Last week I was down south of the border in Old Melbourne Town and saw a whole bunch of great, mostly ‘alternative’ (whatever that means) shows at Melbourne International Comedy Festival. A number of them are still performing down there as I type, or are soon to be seen at Sydney Comedy Festival (the one nobody seems to know about), late April/early May. So Melburnians and Sydneysiders, get your arses out of your home theatres, or wherever your arses are, and check out some live shows why not.

Alasdair Tremblay-Birchall and his Amazing Disappearing Enthusiasm (Can–Aus)

Alasdair
Alasdair Tremblay-Birchall’s stomach can be turned into a bum at any time.

Alasdair Tremblay-Birchall’s amiable, understated demeanour and vaguely James Spader voice will lure you in and amuse you with his collection of random stories. The show centres around the idea that he hates feeling awful and the ways in which he seeks to avoid this. Navigating lady parts, unique methods of dealing with loud flatmates and working out that his gut can actually be moulded into a bum are some of the highly entertaining avenues that he explores to achieve his goal. 

Eric Hutton: Eat My Talk! (Aus)

Eric
Eric Hutton – one of the shiniest cybermen in the Australian alternative comedy scene.

‘Eric Hutton has long been considered one of the shiniest cybermen in the Australian alternative comedy scene’ says Eric’s blurb, getting my award for best line in the MICF program. Unfortunately, Melbourne seemed largely oblivious to this on the night we went to see him, with the small audience being made up of other comedians and friends. He therefore performed a hilarious sort of deconstructed anti-show, giving amusing insights into his jokes/stories, sharing background anecdotes and regaling us with tales of various audience responses to his material. The highlights were the bits in character, especially the climactic dramatisation when Eric Hutton, President of the World, tries to take on ISIS with his bare hands – a crazy-hilarious scene that stayed with me throughout the festival. Amazing stuff.

Discover Ben Target (UK)

ben target
Discover Ben Target and it will change your life. (Not guaranteed.)

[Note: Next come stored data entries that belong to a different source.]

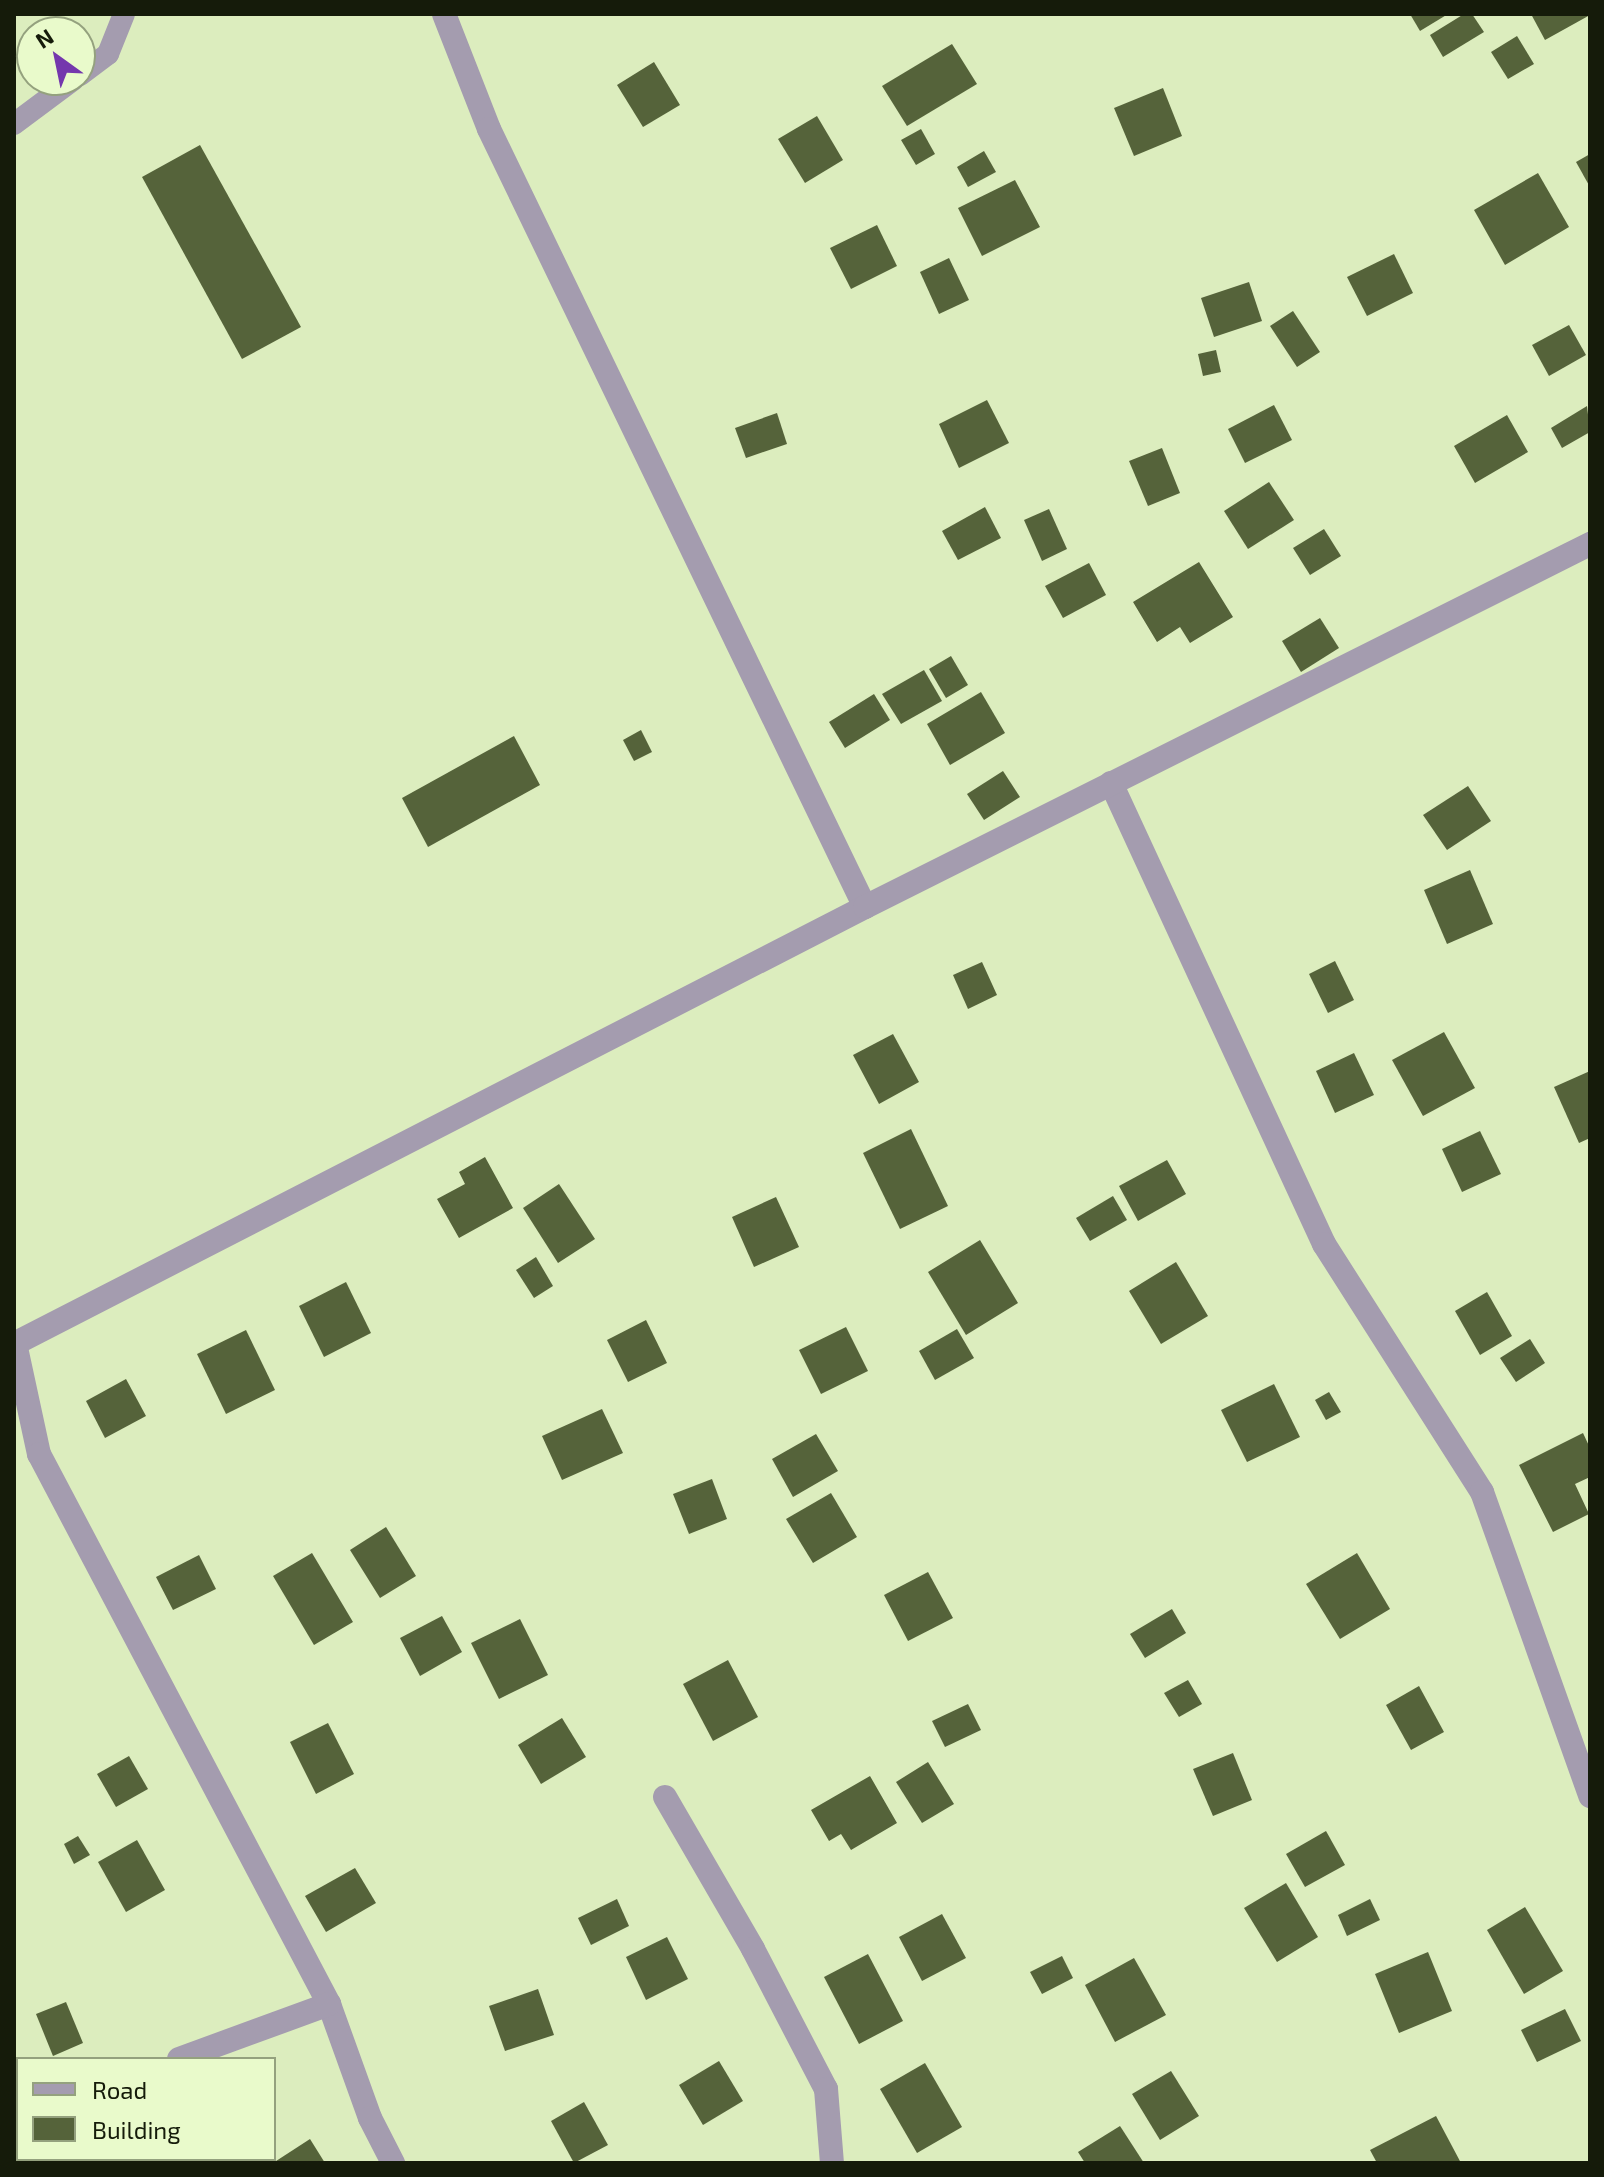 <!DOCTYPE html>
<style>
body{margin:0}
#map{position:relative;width:1604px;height:2177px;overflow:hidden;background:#dcedbe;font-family:"Exo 2",sans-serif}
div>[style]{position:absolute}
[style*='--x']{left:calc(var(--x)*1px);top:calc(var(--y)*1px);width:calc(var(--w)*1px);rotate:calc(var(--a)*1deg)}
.building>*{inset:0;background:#55633a}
.service>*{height:22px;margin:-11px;padding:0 11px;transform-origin:11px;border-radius:11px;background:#a49caf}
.minor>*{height:24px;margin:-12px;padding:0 12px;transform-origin:12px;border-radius:12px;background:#a49caf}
span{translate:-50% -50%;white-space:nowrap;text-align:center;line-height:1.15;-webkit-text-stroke:8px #e9facb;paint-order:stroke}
.frame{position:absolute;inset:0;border:16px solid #151b0a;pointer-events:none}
.legend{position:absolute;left:16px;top:2057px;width:260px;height:104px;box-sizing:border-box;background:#e9facb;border:2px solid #94a17e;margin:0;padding:10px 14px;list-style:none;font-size:24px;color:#151b0a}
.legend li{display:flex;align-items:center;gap:16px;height:40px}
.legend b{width:40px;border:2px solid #94a17e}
.north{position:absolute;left:16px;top:16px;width:80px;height:80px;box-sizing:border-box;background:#e9facb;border:2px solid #94a17e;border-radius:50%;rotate:327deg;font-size:22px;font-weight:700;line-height:32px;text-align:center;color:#151b0a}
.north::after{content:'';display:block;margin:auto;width:28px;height:36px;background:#7437ad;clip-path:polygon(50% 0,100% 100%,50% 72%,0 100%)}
</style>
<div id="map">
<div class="building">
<i style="clip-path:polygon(1410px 14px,1448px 14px,1420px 31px)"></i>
<i style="clip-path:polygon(1464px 14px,1472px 14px,1484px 32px,1443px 57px,1430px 35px)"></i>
<i style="clip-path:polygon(1531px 14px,1590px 14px,1590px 15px,1545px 40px)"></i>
<i style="clip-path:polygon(1517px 36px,1534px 64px,1508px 79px,1491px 52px)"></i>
<i style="clip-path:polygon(952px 44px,977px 84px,907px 126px,882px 86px)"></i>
<i style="clip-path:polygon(654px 62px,680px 105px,643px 127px,617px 85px)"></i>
<i style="clip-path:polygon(1163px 88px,1182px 136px,1134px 156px,1114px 108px)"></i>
<i style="clip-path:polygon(817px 116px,843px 160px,805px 183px,778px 139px)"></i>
<i style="clip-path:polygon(921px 129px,935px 154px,916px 165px,901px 140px)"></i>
<i style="clip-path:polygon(200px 145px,301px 327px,242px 359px,142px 177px)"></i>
<i style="clip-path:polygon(984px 151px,996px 172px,968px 187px,957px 167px)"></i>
<i style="clip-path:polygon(1590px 154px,1590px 187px,1576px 162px)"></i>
<i style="clip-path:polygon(1538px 173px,1569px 227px,1505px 265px,1474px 210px)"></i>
<i style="clip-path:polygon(1015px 180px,1040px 227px,982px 256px,958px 208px)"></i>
<i style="clip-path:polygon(877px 225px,897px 266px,851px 289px,830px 248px)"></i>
<i style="clip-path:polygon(1394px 254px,1413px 293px,1367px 316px,1347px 277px)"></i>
<i style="clip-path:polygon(949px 258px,969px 300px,939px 314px,920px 272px)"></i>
<i style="clip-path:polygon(1249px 282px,1262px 321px,1214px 337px,1201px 298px)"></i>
<i style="clip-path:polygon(1293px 311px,1320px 352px,1297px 367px,1270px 326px)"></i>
<i style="clip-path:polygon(1569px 325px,1586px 355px,1549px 376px,1532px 345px)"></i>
<i style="clip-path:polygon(1216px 350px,1221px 372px,1203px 376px,1198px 354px)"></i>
<i style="clip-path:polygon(987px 400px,1009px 443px,959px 468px,939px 424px)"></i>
<i style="clip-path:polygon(1274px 405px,1292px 440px,1245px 463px,1228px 429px)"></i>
<i style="clip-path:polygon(1587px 406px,1590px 432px,1562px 448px,1551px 428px)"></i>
<i style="clip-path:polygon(777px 413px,787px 444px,746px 458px,735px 428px)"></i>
<i style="clip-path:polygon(1507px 415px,1528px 452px,1475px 483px,1454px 446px)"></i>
<i style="clip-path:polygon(1162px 448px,1180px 493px,1148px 506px,1129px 461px)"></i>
<i style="clip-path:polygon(1269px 482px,1294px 520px,1248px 549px,1224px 511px)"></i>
<i style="clip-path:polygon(985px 507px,1001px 538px,958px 560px,942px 531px)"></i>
<i style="clip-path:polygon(1049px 509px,1067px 549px,1042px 561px,1024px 520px)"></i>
<i style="clip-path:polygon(1324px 529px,1341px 556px,1310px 575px,1293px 548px)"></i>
<i style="clip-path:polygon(1199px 562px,1233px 617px,1190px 643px,1180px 627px,1157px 642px,1133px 602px)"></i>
<i style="clip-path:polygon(1089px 563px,1106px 595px,1063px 618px,1045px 586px)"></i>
<i style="clip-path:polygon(1320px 618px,1339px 648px,1301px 672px,1282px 641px)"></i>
<i style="clip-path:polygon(951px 656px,968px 685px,946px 698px,929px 669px)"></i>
<i style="clip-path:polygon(924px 670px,942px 701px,901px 724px,882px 694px)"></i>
<i style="clip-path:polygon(981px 692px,1005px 733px,950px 765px,927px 724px)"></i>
<i style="clip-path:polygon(874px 694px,890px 720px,845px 748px,829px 722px)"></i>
<i style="clip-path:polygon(641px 730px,652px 752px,634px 761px,623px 740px)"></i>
<i style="clip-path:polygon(514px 736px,540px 785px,428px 847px,402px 798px)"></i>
<i style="clip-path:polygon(1003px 771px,1020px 797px,984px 820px,967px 794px)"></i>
<i style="clip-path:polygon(1468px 786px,1491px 821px,1447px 850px,1423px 815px)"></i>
<i style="clip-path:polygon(1470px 870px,1493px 924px,1447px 944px,1424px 890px)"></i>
<i style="clip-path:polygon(1335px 961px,1354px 1000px,1328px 1013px,1309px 974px)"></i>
<i style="clip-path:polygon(982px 962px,997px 995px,968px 1009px,953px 975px)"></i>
<i style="clip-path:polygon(1444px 1032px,1475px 1088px,1423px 1116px,1392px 1060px)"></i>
<i style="clip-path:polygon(893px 1034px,919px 1082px,879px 1104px,853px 1055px)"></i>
<i style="clip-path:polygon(1354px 1053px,1374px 1095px,1335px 1113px,1316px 1071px)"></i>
<i style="clip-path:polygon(1590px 1071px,1590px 1138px,1579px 1143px,1554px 1087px)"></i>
<i style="clip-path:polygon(911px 1129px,948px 1206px,900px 1229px,863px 1153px)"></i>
<i style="clip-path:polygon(1480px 1131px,1501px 1174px,1462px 1192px,1442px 1149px)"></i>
<i style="clip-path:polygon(485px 1157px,513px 1208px,459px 1238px,437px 1199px,465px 1184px,459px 1172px)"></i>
<i style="clip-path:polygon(1167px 1160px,1186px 1194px,1138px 1221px,1119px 1186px)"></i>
<i style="clip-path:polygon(559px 1184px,595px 1239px,558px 1263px,523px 1208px)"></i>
<i style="clip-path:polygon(1113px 1196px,1127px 1220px,1090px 1241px,1076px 1218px)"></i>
<i style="clip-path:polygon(776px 1197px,799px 1247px,754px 1267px,732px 1217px)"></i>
<i style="clip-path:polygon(980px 1240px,1018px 1303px,966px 1335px,928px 1272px)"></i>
<i style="clip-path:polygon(536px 1257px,553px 1286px,534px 1298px,516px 1270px)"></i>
<i style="clip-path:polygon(1176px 1262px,1208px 1316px,1161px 1344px,1129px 1291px)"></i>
<i style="clip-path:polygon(346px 1282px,371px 1333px,324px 1357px,299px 1306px)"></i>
<i style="clip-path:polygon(1487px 1292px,1512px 1336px,1480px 1355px,1455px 1311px)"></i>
<i style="clip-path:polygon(646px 1320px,667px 1363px,628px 1382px,607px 1340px)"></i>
<i style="clip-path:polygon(846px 1327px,868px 1371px,821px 1394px,799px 1350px)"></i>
<i style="clip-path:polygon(957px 1329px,974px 1358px,935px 1380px,919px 1351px)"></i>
<i style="clip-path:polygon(246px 1330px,275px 1390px,226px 1414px,197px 1354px)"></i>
<i style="clip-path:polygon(1530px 1339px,1545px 1363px,1516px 1382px,1500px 1358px)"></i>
<i style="clip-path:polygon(126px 1379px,146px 1416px,105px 1438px,86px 1401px)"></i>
<i style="clip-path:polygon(1274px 1384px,1300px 1437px,1247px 1462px,1221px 1410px)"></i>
<i style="clip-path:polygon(1329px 1392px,1341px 1412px,1326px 1420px,1315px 1400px)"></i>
<i style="clip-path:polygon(602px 1409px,623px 1453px,562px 1480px,542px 1436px)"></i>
<i style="clip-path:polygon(1583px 1433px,1590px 1448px,1590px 1477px,1575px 1484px,1589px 1514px,1553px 1532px,1519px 1465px)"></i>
<i style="clip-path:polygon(816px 1434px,838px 1471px,793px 1497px,772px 1459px)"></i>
<i style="clip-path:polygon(712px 1479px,727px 1519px,689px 1534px,673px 1494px)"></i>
<i style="clip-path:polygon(831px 1493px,857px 1537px,813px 1563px,786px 1519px)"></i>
<i style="clip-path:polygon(386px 1527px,416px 1576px,380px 1598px,350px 1550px)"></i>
<i style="clip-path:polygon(312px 1553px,353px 1622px,314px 1645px,273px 1576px)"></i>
<i style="clip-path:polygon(1357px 1553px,1390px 1609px,1340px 1639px,1306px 1584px)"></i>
<i style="clip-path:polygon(199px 1555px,216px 1589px,173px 1610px,156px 1577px)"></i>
<i style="clip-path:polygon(928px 1572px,953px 1618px,908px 1641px,884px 1595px)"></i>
<i style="clip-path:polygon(1172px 1609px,1186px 1633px,1145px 1658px,1130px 1634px)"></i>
<i style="clip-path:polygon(442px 1616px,462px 1652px,420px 1676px,400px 1638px)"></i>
<i style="clip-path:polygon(520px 1619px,548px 1675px,499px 1699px,471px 1643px)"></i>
<i style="clip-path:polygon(728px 1660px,758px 1717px,713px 1741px,683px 1684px)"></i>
<i style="clip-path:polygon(1188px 1680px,1202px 1704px,1179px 1717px,1164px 1693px)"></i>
<i style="clip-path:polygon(1419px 1686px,1444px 1732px,1411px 1750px,1386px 1705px)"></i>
<i style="clip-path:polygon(968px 1704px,981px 1730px,945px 1747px,932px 1721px)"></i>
<i style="clip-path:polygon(562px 1718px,586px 1757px,541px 1784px,518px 1745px)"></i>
<i style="clip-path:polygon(328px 1723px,354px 1774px,316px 1794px,290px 1742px)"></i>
<i style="clip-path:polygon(1233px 1753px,1252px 1800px,1213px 1816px,1193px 1769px)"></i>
<i style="clip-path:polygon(129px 1756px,148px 1789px,116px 1807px,97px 1774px)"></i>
<i style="clip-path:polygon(928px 1762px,954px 1804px,922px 1823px,896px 1782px)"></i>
<i style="clip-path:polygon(870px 1776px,897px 1823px,851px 1850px,841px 1834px,829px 1841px,811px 1810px)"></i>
<i style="clip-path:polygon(1326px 1831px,1345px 1865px,1305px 1887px,1286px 1854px)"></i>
<i style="clip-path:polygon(78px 1836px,90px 1855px,74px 1864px,64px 1844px)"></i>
<i style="clip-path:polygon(137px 1840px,165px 1890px,126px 1912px,98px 1862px)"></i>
<i style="clip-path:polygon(355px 1868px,376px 1903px,326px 1932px,305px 1896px)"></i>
<i style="clip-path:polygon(1286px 1883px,1318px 1937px,1277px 1962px,1244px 1908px)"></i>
<i style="clip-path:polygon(617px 1899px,629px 1926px,591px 1945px,578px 1918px)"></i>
<i style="clip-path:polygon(1370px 1899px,1380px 1920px,1347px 1936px,1338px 1915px)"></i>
<i style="clip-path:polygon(1525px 1907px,1563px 1971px,1524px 1994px,1487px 1930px)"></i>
<i style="clip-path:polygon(942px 1914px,966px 1958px,922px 1981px,899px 1937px)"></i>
<i style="clip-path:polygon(667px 1937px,688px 1979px,646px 2000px,626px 1957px)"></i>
<i style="clip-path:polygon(1428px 1952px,1452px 2011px,1399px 2033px,1375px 1974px)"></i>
<i style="clip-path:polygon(868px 1954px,903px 2021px,859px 2044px,824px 1977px)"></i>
<i style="clip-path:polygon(1062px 1956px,1073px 1978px,1042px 1994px,1030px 1972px)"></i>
<i style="clip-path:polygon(1134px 1958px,1166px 2015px,1115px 2042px,1085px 1985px)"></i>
<i style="clip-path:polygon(538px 1989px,554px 2035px,505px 2051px,489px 2006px)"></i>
<i style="clip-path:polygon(66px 2002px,83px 2043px,53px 2056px,36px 2014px)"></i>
<i style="clip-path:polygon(1565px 2009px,1581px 2041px,1537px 2062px,1521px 2030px)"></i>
<i style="clip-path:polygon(719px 2061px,743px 2101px,703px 2125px,679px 2085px)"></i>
<i style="clip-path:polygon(925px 2063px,962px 2127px,917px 2153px,880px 2089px)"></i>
<i style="clip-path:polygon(1171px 2071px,1199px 2116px,1160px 2140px,1132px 2094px)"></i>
<i style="clip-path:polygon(584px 2102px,608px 2145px,574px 2163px,551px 2121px)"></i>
<i style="clip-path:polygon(1436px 2116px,1461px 2163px,1377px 2163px,1370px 2150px)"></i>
<i style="clip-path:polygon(1120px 2126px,1144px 2163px,1085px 2163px,1078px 2152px)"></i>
<i style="clip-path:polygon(310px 2139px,325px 2163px,273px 2163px)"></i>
<i style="clip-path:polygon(161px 2159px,198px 2159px,200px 2163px,163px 2163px)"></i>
</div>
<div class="service">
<i style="--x:80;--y:75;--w:35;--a:-37"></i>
<i style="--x:108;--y:54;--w:43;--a:-68.2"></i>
<i style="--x:14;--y:124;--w:74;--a:-36.7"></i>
</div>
<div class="minor">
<i style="--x:444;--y:14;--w:123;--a:68.6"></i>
<i style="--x:489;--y:129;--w:864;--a:64.21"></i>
<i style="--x:1111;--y:783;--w:508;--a:65.2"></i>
<i style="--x:1324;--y:1244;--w:294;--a:57.5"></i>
<i style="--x:1482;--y:1492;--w:323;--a:70.4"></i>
<i style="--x:15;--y:1343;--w:114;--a:77.8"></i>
<i style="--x:39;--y:1454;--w:622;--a:62.2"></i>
<i style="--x:329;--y:2004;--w:121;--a:70.2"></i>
<i style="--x:370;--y:2118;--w:51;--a:62.9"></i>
<i style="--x:14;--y:1344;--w:957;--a:-27.18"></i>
<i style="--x:865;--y:907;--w:811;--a:-26.6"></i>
<i style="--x:665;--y:1797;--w:176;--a:59.9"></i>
<i style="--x:753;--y:1949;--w:158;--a:62.5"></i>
<i style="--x:826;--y:2089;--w:74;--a:85.4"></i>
<i style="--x:179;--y:2059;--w:160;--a:-20.1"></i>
<i style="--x:14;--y:2119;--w:4;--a:-14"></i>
</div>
<div class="frame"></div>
<ul class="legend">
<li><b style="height:10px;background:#a49caf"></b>Road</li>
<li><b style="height:22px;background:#55633a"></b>Building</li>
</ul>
<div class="north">N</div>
</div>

If you’re the kind of person who hates audience interaction at comedy shows, this might not be for you. However, I am exactly that kind of person and I loved this. We walked into the room . . . except we couldn’t – there was a toilet-paper web across the aisle. We were told by the sound guy not to break anything and had to clamber through it Entrapment-style to our seats. Which were jammed so closely together that we had to separate out the rows before we could even sit down. Then Ben Target rode in on his bicycle in his dishevelled cream suit and used an unnecessary stepladder to climb the one step to the stage. The show unravelled beautifully from there into a well-orchestrated, prop-heavy, awkwardness-inducing, nightmarish team-building exercise. It was one of the best comedy shows I’ve ever experienced.

Mark Watson: Flaws (UK)

mark watson
Mark Watson manages to mine his inner demons and find laughs.

Last time I saw Mark Watson was what seems a looong time ago, in good ol’ 2008, at Hifi Festival Bar where he hosted a 24-hour stand-up show. One of the best things about him is his manic ability to make you feel like you’ve seen three shows for the price of one – he manages to cram several sentences (and jokes) into the space that people normally reserve for one. It was great to see him again, although there was a different vibe this time – it was clear he’d been through the wringer in the past year or so. Part of his undoing came at the premiere of the Thomas the Tank Engine movie, and with assistance from audience members he recreated this hideous experience for our entertainment. The usually very upbeat, rapid-firing Brit has ably transformed some of his darkest moments into sometimes poignant, mostly laugh-out-loud anecdotes – no mean feat.